ちなみにジルドはひとまず浴室に退避させられ、昨晩の情事による汗を洗い流している。
「それと誤解せぬようにするために言うておくが、アレは我の方が求めたのだ。そこは、間違えるでないぞ」
「…畏まりました…」
自分の間違いを恥じ、すっかり縮こまってしまったアグネス。しかし内心では、非常に驚いていた。
(まさか、あの姫様が自分から…)
セリーヌは殿方の理想が非常に高い事で有名だった。幾度となく設けられた見合いの場でも、セリーヌは理想でないと判断した時点で姿をくらまし、今は亡きリューン王を散々困らせていた。
そのセリーヌが―――媚薬や心の重圧などの影響があったとはいえ―――自分から抱かれる事を望むとは。
おそらく精神的に追いつめられたセリーヌにとって、自分を助け出し守ってくれたジルドは、余程頼もしく見えたのだろう。
(それにしても…)
一方でアグネスは思う。
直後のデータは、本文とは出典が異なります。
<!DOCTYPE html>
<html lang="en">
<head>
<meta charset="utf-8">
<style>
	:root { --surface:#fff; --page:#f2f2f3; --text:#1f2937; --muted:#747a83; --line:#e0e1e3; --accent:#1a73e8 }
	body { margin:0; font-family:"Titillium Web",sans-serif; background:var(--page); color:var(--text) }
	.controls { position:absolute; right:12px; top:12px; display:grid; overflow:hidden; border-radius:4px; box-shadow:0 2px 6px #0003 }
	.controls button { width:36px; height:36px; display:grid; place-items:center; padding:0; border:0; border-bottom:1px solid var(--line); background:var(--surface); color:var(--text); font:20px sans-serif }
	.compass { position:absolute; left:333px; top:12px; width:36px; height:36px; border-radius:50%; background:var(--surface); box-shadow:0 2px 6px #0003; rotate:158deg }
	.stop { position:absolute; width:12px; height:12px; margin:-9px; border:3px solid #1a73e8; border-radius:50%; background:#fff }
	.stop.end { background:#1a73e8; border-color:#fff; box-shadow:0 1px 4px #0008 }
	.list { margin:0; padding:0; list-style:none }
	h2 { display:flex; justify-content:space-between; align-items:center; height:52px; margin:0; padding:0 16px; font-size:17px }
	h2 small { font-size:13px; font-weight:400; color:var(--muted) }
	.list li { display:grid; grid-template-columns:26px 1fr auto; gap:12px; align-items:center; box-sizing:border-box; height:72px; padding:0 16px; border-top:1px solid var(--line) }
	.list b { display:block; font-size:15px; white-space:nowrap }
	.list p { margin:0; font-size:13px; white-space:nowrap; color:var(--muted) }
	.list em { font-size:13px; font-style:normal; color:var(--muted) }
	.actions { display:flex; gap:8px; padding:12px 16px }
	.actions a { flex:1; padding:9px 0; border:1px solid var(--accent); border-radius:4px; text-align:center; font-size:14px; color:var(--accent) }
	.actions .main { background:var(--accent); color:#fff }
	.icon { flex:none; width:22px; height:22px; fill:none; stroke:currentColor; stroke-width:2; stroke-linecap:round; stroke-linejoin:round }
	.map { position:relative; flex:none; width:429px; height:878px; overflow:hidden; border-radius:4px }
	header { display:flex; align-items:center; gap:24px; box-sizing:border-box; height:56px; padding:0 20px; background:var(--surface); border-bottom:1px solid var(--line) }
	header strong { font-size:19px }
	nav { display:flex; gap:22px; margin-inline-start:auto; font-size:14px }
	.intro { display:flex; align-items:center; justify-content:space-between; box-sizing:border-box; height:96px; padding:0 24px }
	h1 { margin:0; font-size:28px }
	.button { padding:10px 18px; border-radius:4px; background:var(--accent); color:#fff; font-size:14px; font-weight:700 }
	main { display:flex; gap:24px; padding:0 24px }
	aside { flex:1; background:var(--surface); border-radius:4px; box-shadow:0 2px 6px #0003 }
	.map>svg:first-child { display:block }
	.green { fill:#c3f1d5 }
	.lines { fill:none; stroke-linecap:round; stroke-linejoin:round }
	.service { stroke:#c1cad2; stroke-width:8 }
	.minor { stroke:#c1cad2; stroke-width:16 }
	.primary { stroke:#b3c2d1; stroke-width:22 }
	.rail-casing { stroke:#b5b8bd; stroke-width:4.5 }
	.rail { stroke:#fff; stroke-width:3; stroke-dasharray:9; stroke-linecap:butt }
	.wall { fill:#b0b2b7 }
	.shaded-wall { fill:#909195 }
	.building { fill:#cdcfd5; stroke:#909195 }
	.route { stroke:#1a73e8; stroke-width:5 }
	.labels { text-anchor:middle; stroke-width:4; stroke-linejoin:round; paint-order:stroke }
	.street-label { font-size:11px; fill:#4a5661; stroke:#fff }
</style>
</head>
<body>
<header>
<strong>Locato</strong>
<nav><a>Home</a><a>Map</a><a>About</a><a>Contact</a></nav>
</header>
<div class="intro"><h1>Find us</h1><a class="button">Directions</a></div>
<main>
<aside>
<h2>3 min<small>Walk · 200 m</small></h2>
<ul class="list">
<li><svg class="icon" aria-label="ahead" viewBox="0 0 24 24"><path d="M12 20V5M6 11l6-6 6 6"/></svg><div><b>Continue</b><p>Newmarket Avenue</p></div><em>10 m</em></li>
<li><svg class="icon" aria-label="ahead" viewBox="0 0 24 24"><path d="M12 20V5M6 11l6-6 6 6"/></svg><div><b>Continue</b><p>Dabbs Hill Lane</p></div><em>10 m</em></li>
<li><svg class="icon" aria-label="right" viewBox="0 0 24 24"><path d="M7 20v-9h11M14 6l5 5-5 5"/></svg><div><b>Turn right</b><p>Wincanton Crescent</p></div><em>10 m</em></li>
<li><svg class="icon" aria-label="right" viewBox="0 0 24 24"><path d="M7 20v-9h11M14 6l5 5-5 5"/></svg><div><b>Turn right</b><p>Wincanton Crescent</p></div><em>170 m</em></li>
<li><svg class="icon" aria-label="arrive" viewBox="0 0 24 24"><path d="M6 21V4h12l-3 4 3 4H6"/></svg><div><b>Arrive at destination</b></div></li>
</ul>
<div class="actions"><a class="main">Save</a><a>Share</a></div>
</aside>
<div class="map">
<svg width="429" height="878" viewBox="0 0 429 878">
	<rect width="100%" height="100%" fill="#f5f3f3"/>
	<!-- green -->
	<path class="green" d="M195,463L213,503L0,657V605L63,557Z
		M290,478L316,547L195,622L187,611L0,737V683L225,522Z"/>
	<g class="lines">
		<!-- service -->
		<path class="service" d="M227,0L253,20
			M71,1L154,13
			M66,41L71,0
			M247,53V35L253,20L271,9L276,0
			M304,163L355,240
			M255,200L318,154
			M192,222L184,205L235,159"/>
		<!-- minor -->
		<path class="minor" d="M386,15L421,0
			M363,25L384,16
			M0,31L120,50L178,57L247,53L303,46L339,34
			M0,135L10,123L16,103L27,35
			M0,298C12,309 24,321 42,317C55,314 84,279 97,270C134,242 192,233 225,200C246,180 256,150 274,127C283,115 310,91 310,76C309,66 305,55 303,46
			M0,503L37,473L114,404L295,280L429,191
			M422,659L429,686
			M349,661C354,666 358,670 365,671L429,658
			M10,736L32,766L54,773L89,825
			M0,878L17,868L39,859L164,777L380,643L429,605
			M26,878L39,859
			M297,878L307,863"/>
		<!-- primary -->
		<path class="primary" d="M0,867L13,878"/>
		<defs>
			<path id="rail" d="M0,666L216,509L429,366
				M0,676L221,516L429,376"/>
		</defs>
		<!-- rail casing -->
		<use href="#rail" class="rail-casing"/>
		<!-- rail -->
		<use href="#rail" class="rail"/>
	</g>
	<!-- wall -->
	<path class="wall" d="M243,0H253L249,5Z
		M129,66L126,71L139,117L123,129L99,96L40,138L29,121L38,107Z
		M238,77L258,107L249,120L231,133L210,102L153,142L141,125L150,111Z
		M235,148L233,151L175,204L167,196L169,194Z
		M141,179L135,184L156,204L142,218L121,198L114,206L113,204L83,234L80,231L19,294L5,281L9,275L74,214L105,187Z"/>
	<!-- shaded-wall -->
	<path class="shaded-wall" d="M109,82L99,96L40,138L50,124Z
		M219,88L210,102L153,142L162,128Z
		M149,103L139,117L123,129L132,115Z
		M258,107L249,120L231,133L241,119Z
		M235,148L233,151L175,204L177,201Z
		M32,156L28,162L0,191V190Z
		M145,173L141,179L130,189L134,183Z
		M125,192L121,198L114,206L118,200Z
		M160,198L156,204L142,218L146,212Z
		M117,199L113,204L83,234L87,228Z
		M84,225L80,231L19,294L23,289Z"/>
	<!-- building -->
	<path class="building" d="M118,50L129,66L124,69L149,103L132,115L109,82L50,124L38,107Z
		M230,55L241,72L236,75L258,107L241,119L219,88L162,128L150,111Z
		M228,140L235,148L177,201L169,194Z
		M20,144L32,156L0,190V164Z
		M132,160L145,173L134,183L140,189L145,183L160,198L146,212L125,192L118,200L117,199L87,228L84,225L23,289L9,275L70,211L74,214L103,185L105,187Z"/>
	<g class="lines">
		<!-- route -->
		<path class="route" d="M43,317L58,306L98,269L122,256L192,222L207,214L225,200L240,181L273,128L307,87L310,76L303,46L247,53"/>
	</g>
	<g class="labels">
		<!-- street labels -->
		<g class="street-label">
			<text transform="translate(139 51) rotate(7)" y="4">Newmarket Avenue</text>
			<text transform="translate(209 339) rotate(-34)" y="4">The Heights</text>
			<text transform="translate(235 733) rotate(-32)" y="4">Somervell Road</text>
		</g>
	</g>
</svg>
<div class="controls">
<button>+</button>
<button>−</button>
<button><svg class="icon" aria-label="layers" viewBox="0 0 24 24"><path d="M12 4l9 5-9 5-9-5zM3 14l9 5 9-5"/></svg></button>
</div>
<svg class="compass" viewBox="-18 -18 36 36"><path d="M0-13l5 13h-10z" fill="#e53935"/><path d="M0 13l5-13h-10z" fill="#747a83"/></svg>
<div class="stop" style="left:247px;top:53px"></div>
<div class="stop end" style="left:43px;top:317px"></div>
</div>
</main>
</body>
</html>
セリーヌを連れ去り亡き者にするならともかく、話を聞く限りでは隷属させようとしていたかのよう。果たしてそうする事に、どんな意味があるのだろうか。
(…いや、今は考えるまい)
相手の意図はともかく、今はこれからどうするかが大事。
姫が狙われているとわかった以上、できる限り早くリオーネを脱する必要がある。
「…一応、誤解は解いてくれたか?」
アグネスが思案を始めた時、ようやく汚れを洗い落としたジルドがやってきた。服装は既に、いつもの旅装束である。
「ああ、ジルド殿か……先程はすまない、誤解などしてしまって」
アグネスは申し訳なさそうに頭(こうべ)を垂れるが、ジルドは、気にしていない、といった様子で肩をすくめる。